Given that freer markets and globalization are creating great amounts of wealth in India, we can’t ignore the role that the government and bureaucracy has played in regulating business interests with the common good in mind. We cannot let the pendulum swing from the bureaucratic licence raj era to a “corporate raj era”, where capitalistic interests alone would determine policies—global warming is a stark example of how capitalism has failed in pricing the true environment costs into many products—from PET bottles to energy—due to parochial business interests of keeping a product affordable.
So far, the transition has been smooth, thanks to bureaucratic stalwarts who were equal in calibre to their counterparts in corporate India. One might wonder, when one side promotes talent based on seniority/recommendations, etc., and the other side solely through performance, how there could be a?matching?of?minds.?I?would attribute the present match of talent in bureaucracy and the private sector, to the greater attractiveness of the civil services up to the early 1980s as a career compared with professional options such as chartered accountants, engineering studies at IIT, or management at the IIMs. That was a time when job opportunities in the government and public enterprises were much sought after due to a dearth of corporate sector jobs. This ensured the entry of potential leaders such as Damodaran and Reddy into the bureaucracy.
From my generation (mid-30s) the best of brains have moved into the private corporate world, and one can say that mainly second/third attempt candidates who were generally average, or below, have taken to the Indian Administrative Services (IAS).

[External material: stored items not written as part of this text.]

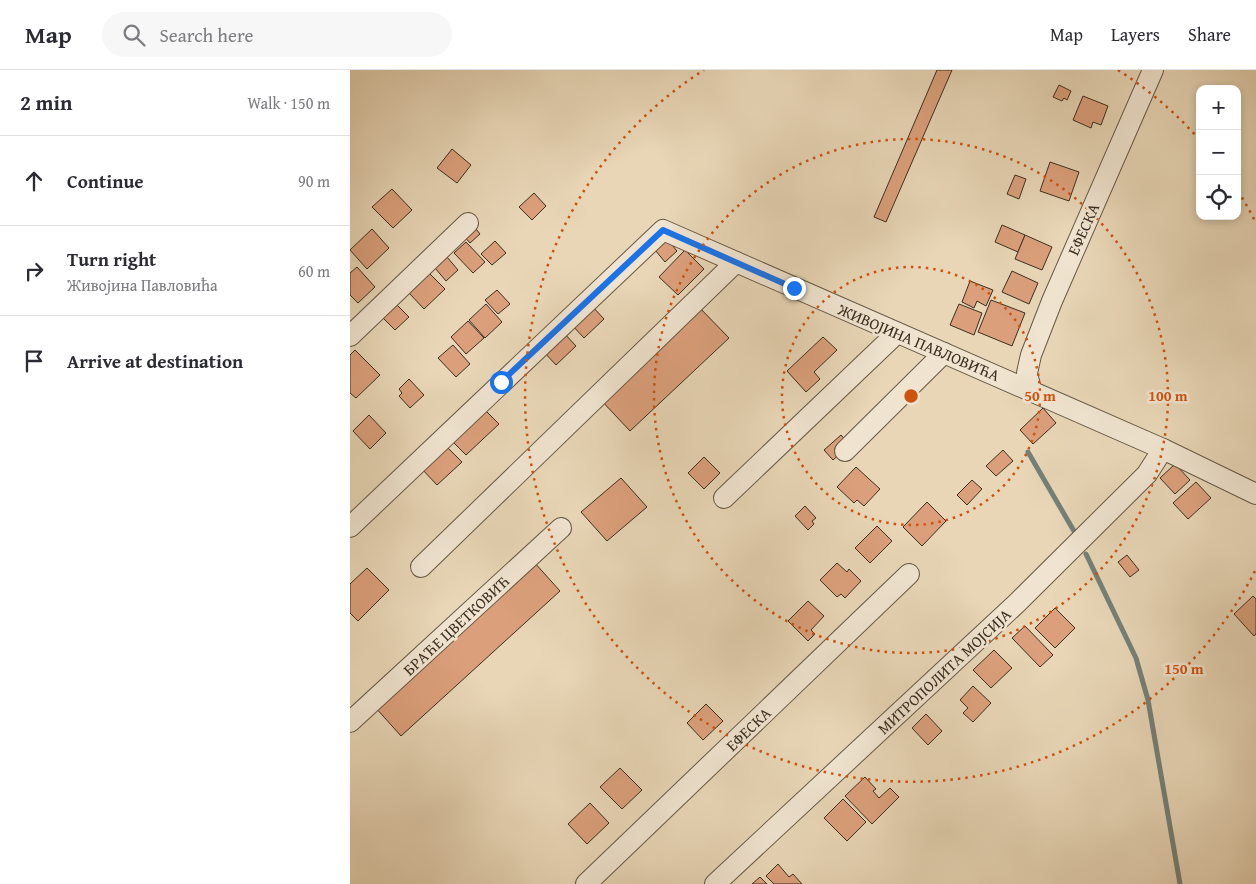 <!DOCTYPE html>
<html lang="en">
<head>
<meta charset="utf-8">
<style>
  :root { --surface:#fff; --page:#f7f7f7; --text:#2b2b33; --muted:#7c7c81; --line:#e1e1e2 }
  body { margin:0; font-family:"Gentium Book Plus",serif; background:var(--page); color:var(--text) }
  .controls { position:absolute; right:15px; top:15px; display:grid; overflow:hidden; border-radius:10px; box-shadow:0 2px 8px #0003 }
  .controls button { width:45px; height:45px; display:grid; place-items:center; padding:0; border:0; border-bottom:1px solid var(--line); background:var(--surface); color:var(--text); font:25px sans-serif }
  .stop { position:absolute; width:15px; height:15px; margin:-11px; border:4px solid #1a73e8; border-radius:50%; background:#fff }
  .stop.end { background:#1a73e8; border-color:#fff; box-shadow:0 1px 5px #0008 }
  .list { margin:0; padding:0; list-style:none }
  h2 { display:flex; justify-content:space-between; align-items:center; height:65px; margin:0; padding:0 20px; font-size:21px }
  h2 small { font-size:16px; font-weight:400; color:var(--muted) }
  .list li { display:grid; grid-template-columns:32px 1fr auto; gap:15px; align-items:center; box-sizing:border-box; height:90px; padding:0 20px; border-top:1px solid var(--line) }
  .list b { display:block; font-size:19px; white-space:nowrap }
  .list p { margin:0; font-size:16px; white-space:nowrap; color:var(--muted) }
  .list em { font-size:16px; font-style:normal; color:var(--muted) }
  .icon { flex:none; width:28px; height:28px; fill:none; stroke:currentColor; stroke-width:2; stroke-linecap:round; stroke-linejoin:round }
  .map { position:relative; flex:none; width:906px; height:814px; overflow:hidden }
  header { display:flex; align-items:center; gap:30px; box-sizing:border-box; height:70px; padding:0 25px; background:var(--surface); border-bottom:1px solid var(--line) }
  header strong { font-size:24px }
  nav { display:flex; gap:28px; margin-inline-start:auto; font-size:18px }
  .search { width:350px; height:45px; background:var(--page); display:flex; align-items:center; gap:12px; box-sizing:border-box; padding:0 18px; border-radius:28px; color:var(--muted); font-size:19px }
  main { display:flex }
  aside { flex:1; background:var(--surface) }
  .map>svg:first-child { display:block }
  .lines { fill:none; stroke-linecap:round; stroke-linejoin:round }
  .stream { stroke:#738179; stroke-width:5 }
  .building { fill:#dba07b; stroke:#3b2f21 }
  .minor-casing { stroke:#665946; stroke-width:22 }
  .minor { stroke:#f0e4d0; stroke-width:20 }
  .route { stroke:#1a73e8; stroke-width:6 }
  .ring { fill:none; stroke:#ce530f; stroke-width:2.5; stroke-dasharray:2.5 5 }
  .labels { text-anchor:middle; dominant-baseline:central; stroke-width:5; stroke-linejoin:round; paint-order:stroke }
  .street-label { font-size:16px; fill:#3b2f21; stroke:#f0e4d0 }
  .centre { fill:#ce530f; stroke:#f0e4d0; stroke-width:2.5 }
  .ring-label { font-size:15px; text-anchor:middle; font-weight:bold; fill:#ce530f; stroke:#f0e4d0; stroke-width:5; stroke-linejoin:round; paint-order:stroke }
</style>
</head>
<body>
<header>
<strong>Map</strong>
<div class="search"><svg class="icon" aria-label="search" viewBox="0 0 24 24"><circle cx="10" cy="10" r="6"/><path d="M15 15l6 6"/></svg>Search here</div>
<nav><a>Map</a><a>Layers</a><a>Share</a></nav>
</header>
<main>
<aside>
<h2>2 min<small>Walk · 150 m</small></h2>
<ul class="list">
<li><svg class="icon" aria-label="ahead" viewBox="0 0 24 24"><path d="M12 20V5M6 11l6-6 6 6"/></svg><div><b>Continue</b></div><em>90 m</em></li>
<li><svg class="icon" aria-label="right" viewBox="0 0 24 24"><path d="M7 20v-9h11M14 6l5 5-5 5"/></svg><div><b>Turn right</b><p>Живојина Павловића</p></div><em>60 m</em></li>
<li><svg class="icon" aria-label="arrive" viewBox="0 0 24 24"><path d="M6 21V4h12l-3 4 3 4H6"/></svg><div><b>Arrive at destination</b></div></li>
</ul>
</aside>
<div class="map">
<svg width="906" height="814" viewBox="0 0 906 814">
  <rect width="100%" height="100%" fill="#e8d6b6"/>
  <filter id="stains"><feTurbulence type="fractalNoise" baseFrequency=".004" numOctaves="4"/><feColorMatrix values="0 0 0 0 .2 0 0 0 0 .09 0 0 0 0 .02 0 0 0 .5 -.17"/></filter>
  <radialGradient id="worn" r=".72"><stop offset=".6" stop-color="#630" stop-opacity="0"/><stop offset="1" stop-color="#630" stop-opacity=".3"/></radialGradient>
  <g class="lines">
    <g class="stream">
      <path d="M678 382 728 468"/>
      <path d="M736 484 786 588 798 630 830 814"/>
    </g>
  </g>
  <g class="building">
    <path d="M587 0H602L536 152 524 147Z"/>
    <path d="M709 15 721 21 717 30 714 28 712 31 703 27Z"/>
    <path d="M733 26 758 36 751 55 743 52 741 58 723 50Z"/>
    <path d="M102 79 121 95 107 113 87 98Z"/>
    <path d="M700 92 729 102 719 131 690 121Z"/>
    <path d="M665 105 676 109 669 129 657 124Z"/>
    <path d="M42 119 62 140 43 158 22 137Z"/>
    <path d="M184 123 196 136 182 150 169 137Z"/>
    <path d="M122 154 130 164 120 173 112 164Z"/>
    <path d="M652 155 675 165 668 182 645 172Z"/>
    <path d="M22 159 39 178 17 199 0 180Z"/>
    <path d="M675 165 702 177 692 200 665 189Z"/>
    <path d="M317 169 327 181 315 192 305 180Z"/>
    <path d="M145 171 156 183 142 195 131 184Z"/>
    <path d="M116 172 135 192 123 203 104 183Z"/>
    <path d="M335 180 354 199 328 225 309 207Z"/>
    <path d="M97 187 108 200 96 211 85 198Z"/>
    <path d="M7 197 25 217 8 233 0 225V203Z"/>
    <path d="M662 201 688 213 679 234 652 222Z"/>
    <path d="M79 203 95 219 74 239 59 223Z"/>
    <path d="M620 211 643 220 636 236 627 231 624 238 612 232Z"/>
    <path d="M147 220 160 234 148 244 135 230Z"/>
    <path d="M641 230 675 243 662 276 628 262Z"/>
    <path d="M44 232 59 247 45 260 30 245Z"/>
    <path d="M136 234 152 252 135 268 119 250Z"/>
    <path d="M609 234 632 243 624 265 600 255Z"/>
    <path d="M241 235 254 249 234 268 221 254Z"/>
    <path d="M347 235 379 268 280 361 249 328Z"/>
    <path d="M118 251 134 268 116 284 101 267Z"/>
    <path d="M213 262 226 276 206 295 193 281Z"/>
    <path d="M473 267 487 280 464 302 470 309 456 322 437 301Z"/>
    <path d="M103 275 120 294 106 307 88 288Z"/>
    <path d="M5 280 30 305 6 328 0 323V285Z"/>
    <path d="M59 309 74 325 60 338 49 326 52 323 49 319Z"/>
    <path d="M693 338 706 353 683 374 670 360Z"/>
    <path d="M134 339 149 354 116 385 101 370Z"/>
    <path d="M19 345 36 363 20 379 3 361Z"/>
    <path d="M491 365 500 375 483 390 474 380Z"/>
    <path d="M94 374 112 392 87 415 70 397Z"/>
    <path d="M653 380 663 391 646 406 636 396Z"/>
    <path d="M354 387 370 403 354 419 338 403Z"/>
    <path d="M825 394 840 410 825 424 810 408Z"/>
    <path d="M506 397 530 419 514 436 507 430 504 433 487 417Z"/>
    <path d="M271 408 297 437 257 471 231 442Z"/>
    <path d="M622 410 632 419 617 435 607 425Z"/>
    <path d="M846 412 861 428 838 449 823 433Z"/>
    <path d="M577 432 596 451 572 476 553 457Z"/>
    <path d="M455 436 466 448 462 451 464 454 458 460 445 446Z"/>
    <path d="M527 456 542 471 520 493 505 478Z"/>
    <path d="M777 485 789 500 780 507 768 492Z"/>
    <path d="M184 492 210 521 51 666 25 637Z"/>
    <path d="M487 493 497 502 499 499 511 511 495 528 491 524 487 527 470 510Z"/>
    <path d="M17 498 39 520 8 551 0 543V514Z"/>
    <path d="M903 526 906 529V564L904 566 884 544Z"/>
    <path d="M458 531 474 546 461 560 465 564 458 571 438 551Z"/>
    <path d="M705 538 725 558 705 578 685 558Z"/>
    <path d="M675 556 703 585 690 597 662 568Z"/>
    <path d="M644 580 662 598 641 618 623 600Z"/>
    <path d="M623 616 641 633 623 652 613 643 618 638 610 630Z"/>
    <path d="M356 634 373 651 353 670 337 653Z"/>
    <path d="M576 644 592 661 578 675 562 658Z"/>
    <path d="M270 698 292 720 272 739 250 717Z"/>
    <path d="M515 707 526 719 523 721 529 728 540 718 549 727 522 754 495 726Z"/>
    <path d="M493 729 516 752 497 771 474 748Z"/>
    <path d="M240 733 259 753 237 774 218 754Z"/>
    <path d="M428 794 439 807 443 804 452 814H424L416 806Z"/>
    <path d="M410 807 417 814H402Z"/>
  </g>
  <g class="lines">
    <defs>
      <g id="minor">
        <path d="M0 266 118 153"/>
        <path d="M681 320 677 303 681 285 702 231 803 0"/>
        <path d="M495 381 594 283"/>
        <path d="M374 428 547 263"/>
        <path d="M0 457 313 160 813 379 906 424"/>
        <path d="M71 497 386 192"/>
        <path d="M0 652 211 458"/>
        <path d="M236 814 559 504"/>
        <path d="M365 814 667 533 797 404 813 379"/>
      </g>
    </defs>
    <use href="#minor" class="minor-casing"/>
    <use href="#minor" class="minor"/>
  </g>
  <g class="lines">
    <path class="route" d="M151 312 313 160 444 218"/>
  </g>
  <g class="ring">
    <circle cx="561" cy="326" r="129"/>
    <circle cx="561" cy="326" r="257"/>
    <path d="M905 501A386 386 0 1 1 354 0M768 0A386 386 0 0 1 848 68M888 121A386 386 0 0 1 905 151"/>
  </g>
  <g class="labels">
    <g class="street-label">
      <text transform="translate(733 159) rotate(-66)">ЕФЕСКА</text>
      <text transform="translate(569 272) rotate(23)">ЖИВОЈИНА ПАВЛОВИЋА</text>
      <text transform="translate(106 555) rotate(-43)">БРАЋЕ ЦВЕТКОВИЋ</text>
      <text transform="translate(594 601) rotate(-43)">МИТРОПОЛИТА МОЈСИЈА</text>
      <text transform="translate(398 659) rotate(-44)">ЕФЕСКА</text>
    </g>
  </g>
  <circle cx="561" cy="326" r="8" class="centre"/>
  <g class="ring-label">
    <text x="690" y="331">50 m</text>
    <text x="818" y="331">100 m</text>
    <text x="834" y="604">150 m</text>
  </g>
  <rect width="100%" height="100%" filter="url(#stains)"/>
  <rect width="100%" height="100%" fill="url(#worn)"/>
</svg>
<div class="controls">
<button>+</button>
<button>−</button>
<button><svg class="icon" aria-label="locate" viewBox="0 0 24 24"><circle cx="12" cy="12" r="6"/><path d="M12 2v4M12 18v4M2 12h4M18 12h4"/></svg></button>
</div>
<div class="stop" style="left:151px;top:312px"></div>
<div class="stop end" style="left:444px;top:218px"></div>
</div>
</main>
</body>
</html>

Except, of course, for a few northern states where a bureaucratic career is still the most attractive—indeed, often for “incentives” such as status in the marriage market, political clout, etc. When this crop of bureaucrats (as top policymakers/regulators) meet their corporate counterparts in another 10 years or so, they could be outwitted. Inferiority and power does not go well together. And the situation would harm the quality of governance.
Policymakers need to consider drastic steps to infuse talent into the bureaucracy by: (i) correcting the ridiculously low compensation level for top bureaucrats, which can put them at the mercy of the private sector after retirement— creating a conflict of interest during their tenures. (ii) carving key positions out of the domain of IAS hierarchy and allowing corporate managers to openly compete. Many have earned their fair share of corporate wealth and are looking for areas to help the country with their knowledge.